Akibatnya, kasus kecelakaan di pelintasan itu masih kerap terjadi, terutama di sejumlah daerah operasi (daop) di Jawa dan beberapa divisi regional (divre) di Sumatera. Wilayah di Jawa yang sering kali terjadi kasus kecelakaan pada pelintasan sebidang berada di Daop I Jakarta dan Daop VIII Surabaya. Untuk wilayah Sumatera, intensitas tertinggi kecelakaan berada di Divre I Sumatera Utara dan Divre IV Tanjungkarang. Meskipun hanya beberapa yang intensitasnya sangat tinggi, peristiwa kecelakaan di pelintasan sebidang terjadi secara merata di semua daop dan divre perkeretaapian. Oleh karena itu, diperlukan langkah antisipasi untuk menekan jumlah kecelakaan tersebut secara berkesinambungan.

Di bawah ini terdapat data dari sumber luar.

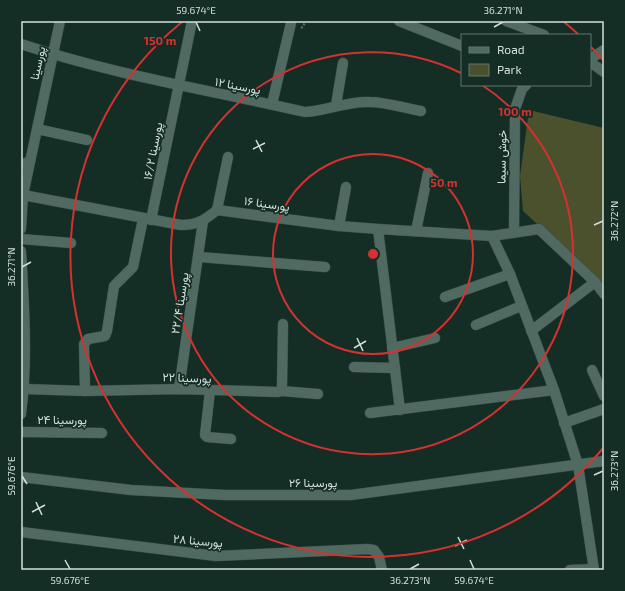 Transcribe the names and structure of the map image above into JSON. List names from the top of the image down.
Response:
{
  "streets": {
    "street": [
      "پورسینا",
      "پورسینا ۱۲",
      "پورسینا ۱۶/۲",
      "خوش سیما",
      "پورسینا ۱۶",
      "پورسینا ۲۲/۴",
      "پورسینا ۲۲",
      "پورسینا ۲۴",
      "پورسینا ۲۶",
      "پورسینا ۲۸"
    ]
  },
  "crossings": [
    ["پورسینا", "پورسینا ۱۲"],
    ["پورسینا ۱۲", "پورسینا ۱۶/۲"],
    ["پورسینا ۱۶/۲", "پورسینا ۲۲"],
    ["خوش سیما", "پورسینا ۱۶"],
    ["پورسینا ۲۲/۴", "پورسینا ۲۲"]
  ],
  "legend": ["Road", "Park"],
  "coordinates": [
    "59.674°E",
    "36.271°N",
    "36.272°N",
    "36.273°N",
    "59.676°E"
  ],
  "rings": ["150 m", "100 m", "50 m"]
} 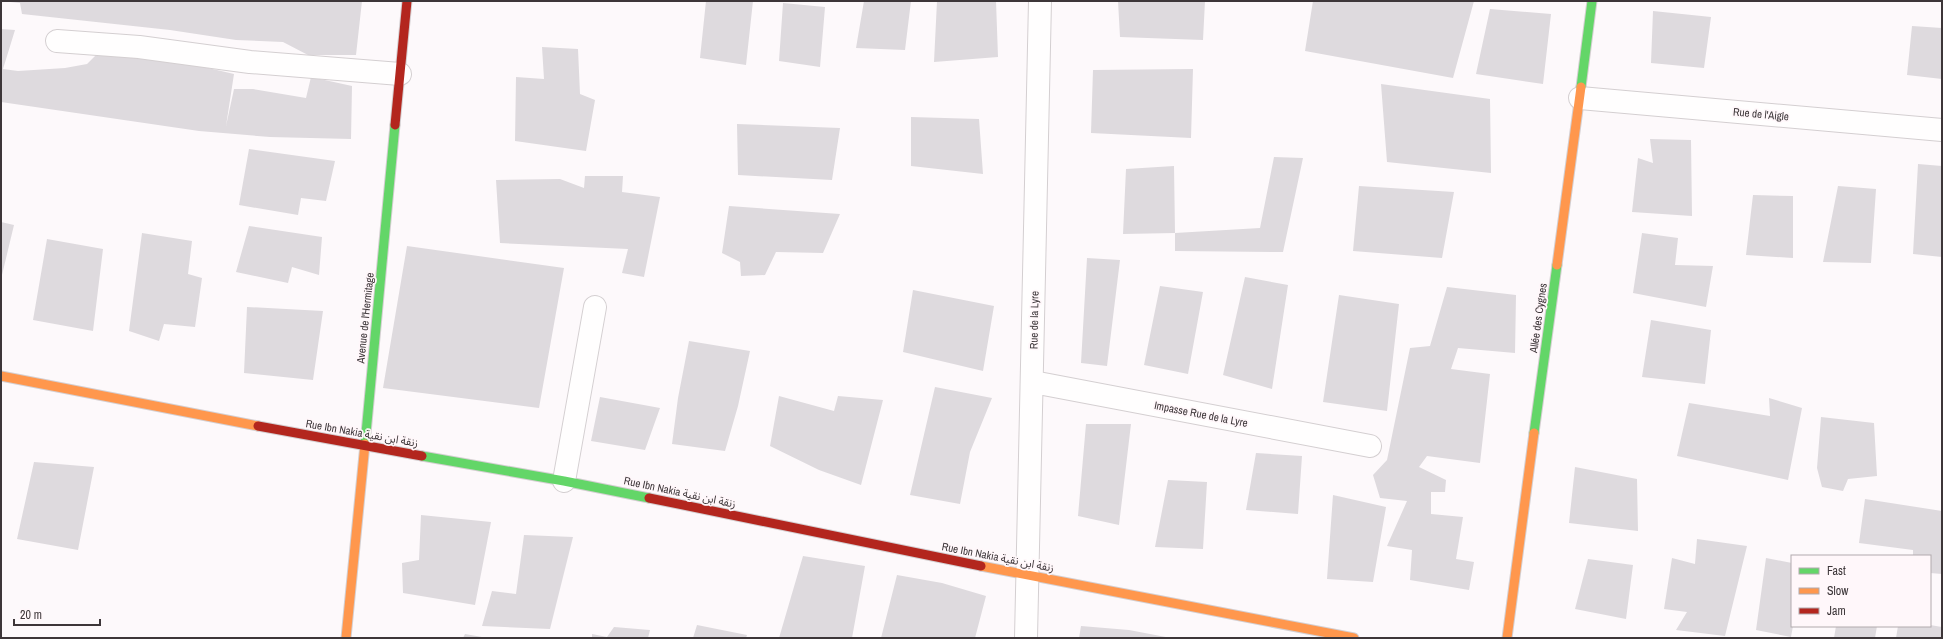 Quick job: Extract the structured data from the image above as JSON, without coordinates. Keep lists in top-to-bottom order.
{
  "streets": {
    "street": [
      "Rue de l'Aigle",
      "Avenue de l'Hermitage",
      "Allée des Cygnes",
      "Rue de la Lyre",
      "Impasse Rue de la Lyre",
      "Rue Ibn Nakia زنقة ابن نقية"
    ]
  },
  "crossings": [
    ["Rue de l'Aigle", "Allée des Cygnes"],
    ["Avenue de l'Hermitage", "Rue Ibn Nakia زنقة ابن نقية"],
    ["Rue de la Lyre", "Impasse Rue de la Lyre"],
    ["Rue de la Lyre", "Rue Ibn Nakia زنقة ابن نقية"]
  ],
  "legend": ["Fast", "Slow", "Jam"],
  "scale_bar": "20 m"
} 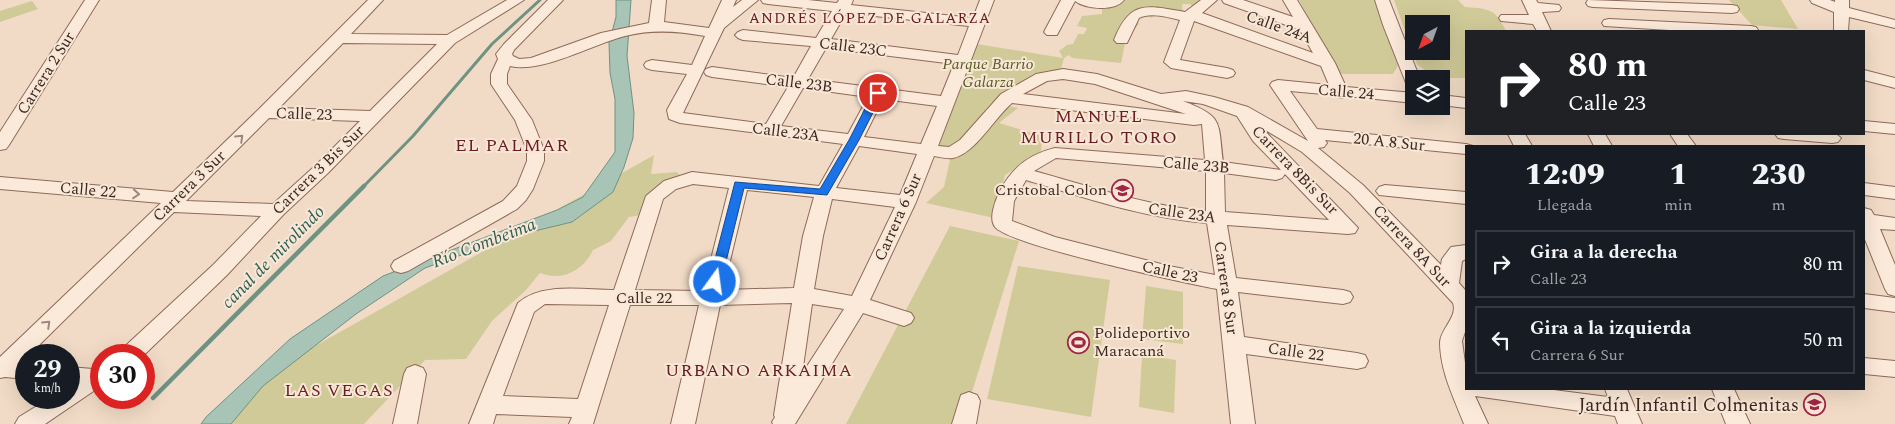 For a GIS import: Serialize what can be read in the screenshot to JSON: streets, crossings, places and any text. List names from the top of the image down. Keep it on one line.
{"streets":{"street":["Calle 24A","Calle 23C","Carrera 2 Sur","Calle 23B","Calle 24","Calle 23","Calle 23A","20 A 8 Sur","Carrera 3 Bis Sur","Carrera 8Bis Sur","Carrera 3 Sur","Calle 22","Carrera 6 Sur","Carrera 8A Sur","Carrera 8 Sur"]},"crossings":[["Calle 23C","Carrera 6 Sur"],["Calle 23B","Calle 23"],["Calle 23B","Calle 23A"],["Calle 23B","Carrera 6 Sur"],["Calle 23B","Carrera 8 Sur"],["Calle 24","Carrera 8A Sur"],["Calle 23","Calle 23A"],["Calle 23","Carrera 3 Bis Sur"],["Calle 23","Carrera 3 Sur"],["Calle 23","Carrera 8 Sur"],["Calle 23A","Carrera 8Bis Sur"],["Calle 23A","Carrera 6 Sur"],["Calle 23A","Carrera 8 Sur"],["20 A 8 Sur","Carrera 8A Sur"],["Carrera 3 Bis Sur","Calle 22"],["Carrera 8Bis Sur","Carrera 8A Sur"],["Carrera 3 Sur","Calle 22"],["Calle 22","Carrera 6 Sur"],["Calle 22","Carrera 8 Sur"]],"one_way":["Carrera 3 Sur"],"districts":["ANDRÉS LÓPEZ DE GALARZA","MANUEL MURILLO TORO","EL PALMAR","URBANO ARKAIMA","LAS VEGAS"],"water":["Río Combeima","canal de mirolindo"],"parks":["Parque Barrio Galarza"],"places":{"school or university":["Cristobal Colon","Jardín Infantil Colmenitas"],"sports":["Polideportivo Maracaná"]},"north":"bottom left","page":{"turn":["80 m","Calle 23"],"eta":["12:09","Llegada","1","min","230","m"],"list":[{"name":"Gira a la derecha","note":"Calle 23","value":"80 m"},{"name":"Gira a la izquierda","note":"Carrera 6 Sur","value":"50 m"}],"speed":"29 km/h","limit":"30"}} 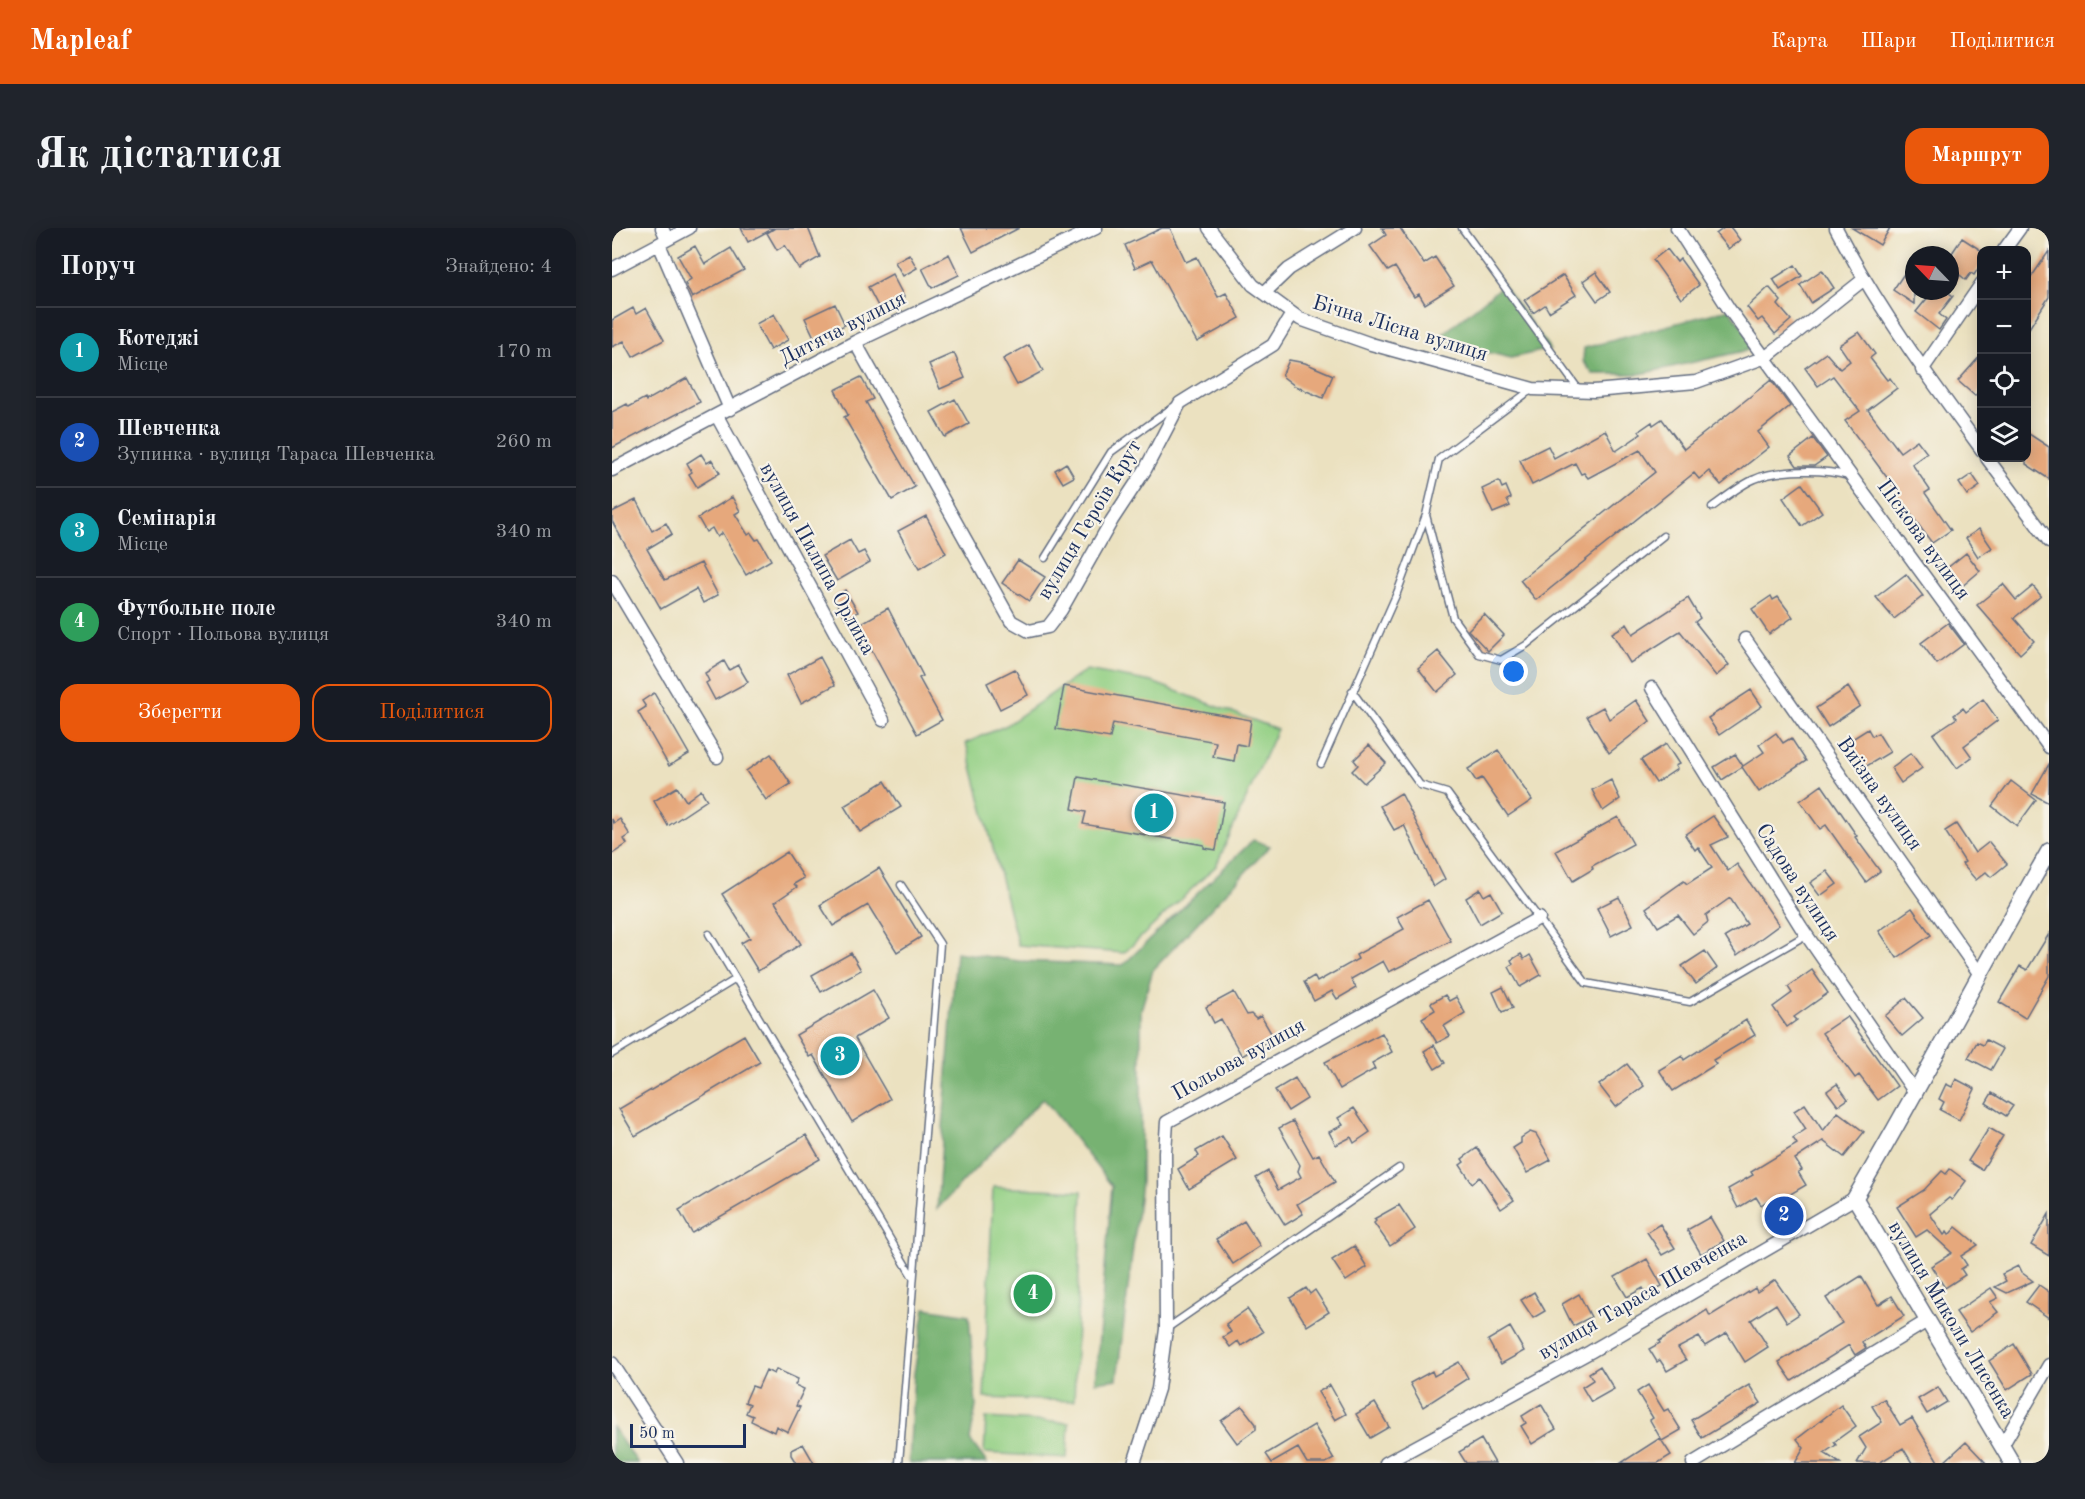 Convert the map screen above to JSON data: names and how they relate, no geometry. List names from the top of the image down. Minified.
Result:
{"streets":{"street":["Дитяча вулиця","Бічна Лісна вулиця","вулиця Героїв Крут","Піскова вулиця","вулиця Пилипа Орлика","Виїзна вулиця","Садова вулиця","Польова вулиця","вулиця Тараса Шевченка","вулиця Миколи Лисенка"]},"crossings":[["Дитяча вулиця","вулиця Героїв Крут"],["Дитяча вулиця","вулиця Пилипа Орлика"],["Бічна Лісна вулиця","вулиця Героїв Крут"],["Виїзна вулиця","вулиця Тараса Шевченка"],["Садова вулиця","вулиця Тараса Шевченка"],["вулиця Тараса Шевченка","вулиця Миколи Лисенка"]],"scale_bar":"50 m","north":"top left","page":{"header":"Mapleaf","nav":["Карта","Шари","Поділитися"],"buttons":["Маршрут",["Зберегти","Поділитися"]],"title":"Як дістатися","heading":["Поруч","Знайдено: 4"],"map_buttons":["+","−"],"list":[{"mark":"1","name":"Котеджі","note":"Місце","value":"170 m"},{"mark":"2","name":"Шевченка","note":"Зупинка · вулиця Тараса Шевченка","value":"260 m"},{"mark":"3","name":"Семінарія","note":"Місце","value":"340 m"},{"mark":"4","name":"Футбольне поле","note":"Спорт · Польова вулиця","value":"340 m"}],"pins":["1","3","2","4"],"scale":"50 m"}}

Ada sejumlah langkah untuk meminimalkan risiko pelintasan sebidang. Pertama adalah menjalin sinergi antara pemerintah pusat dan pemerintah daerah yang terdiri dari pemerintah provinsi dan pemerintah kabupaten/kota. Sinergi ini sangat penting karena pelintasan sebidang bisa saja berada di akses jalan nasional, jalan provinsi, jalan kabupaten/kota, ataupun jalan lingkungan/desa yang memiliki alur tanggung jawab berbeda-beda. Dengan sinergi ini, akan tercipta solusi guna mengatasi potensi risiko kecelakaan di suatu pelintasan sebidang.

Salah satunya, proyek pembangunan flyover Purwosari di Surakarta, Jawa Tengah, yang bertujuan untuk mengurai kemacetan di Jalan Slamet Riyadi yang berpotongan dengan rel KA. Proyek ini didanai oleh APBN karena memang lingkup jalannya milik nasional. Dengan terciptanya pelintasan yang tidak sebidang ini, tingkat keselamatan para pengguna jalan dan perjalanan kereta menjadi semakin tinggi. Untuk mengimplementasikannya, tentu saja diperlukan sinergi antara Pemerintah Kota Surakarta, Pemerintah Provinsi Jateng, dan juga pemerintah pusat.

Memang, membangun infrastruktur tidak sebidang, seperti flyover Purwosari, itu merupakan kebijakan infrastruktur yang ideal. Namun, keterbatasan anggaran yang dimiliki pemerintah membuat hal tersebut perlu dilakukan secara selektif dan mendahulukan proyek-proyek yang lebih prioritas. Oleh sebab itu, diperlukan dukungan kebijakan lain guna memitigasi risiko pelintasan sebidang yang kemungkinan akan muncul dan berkembang di level-level administrasi, terkecil seperti kecamatan, kelurahan, ataupun desa. Selain itu, pelintasan-pelintasan yang ada saat ini, baik yang tidak berpenjaga maupun liar, juga harus diperhatikan guna minimalkan risiko kecelakaan.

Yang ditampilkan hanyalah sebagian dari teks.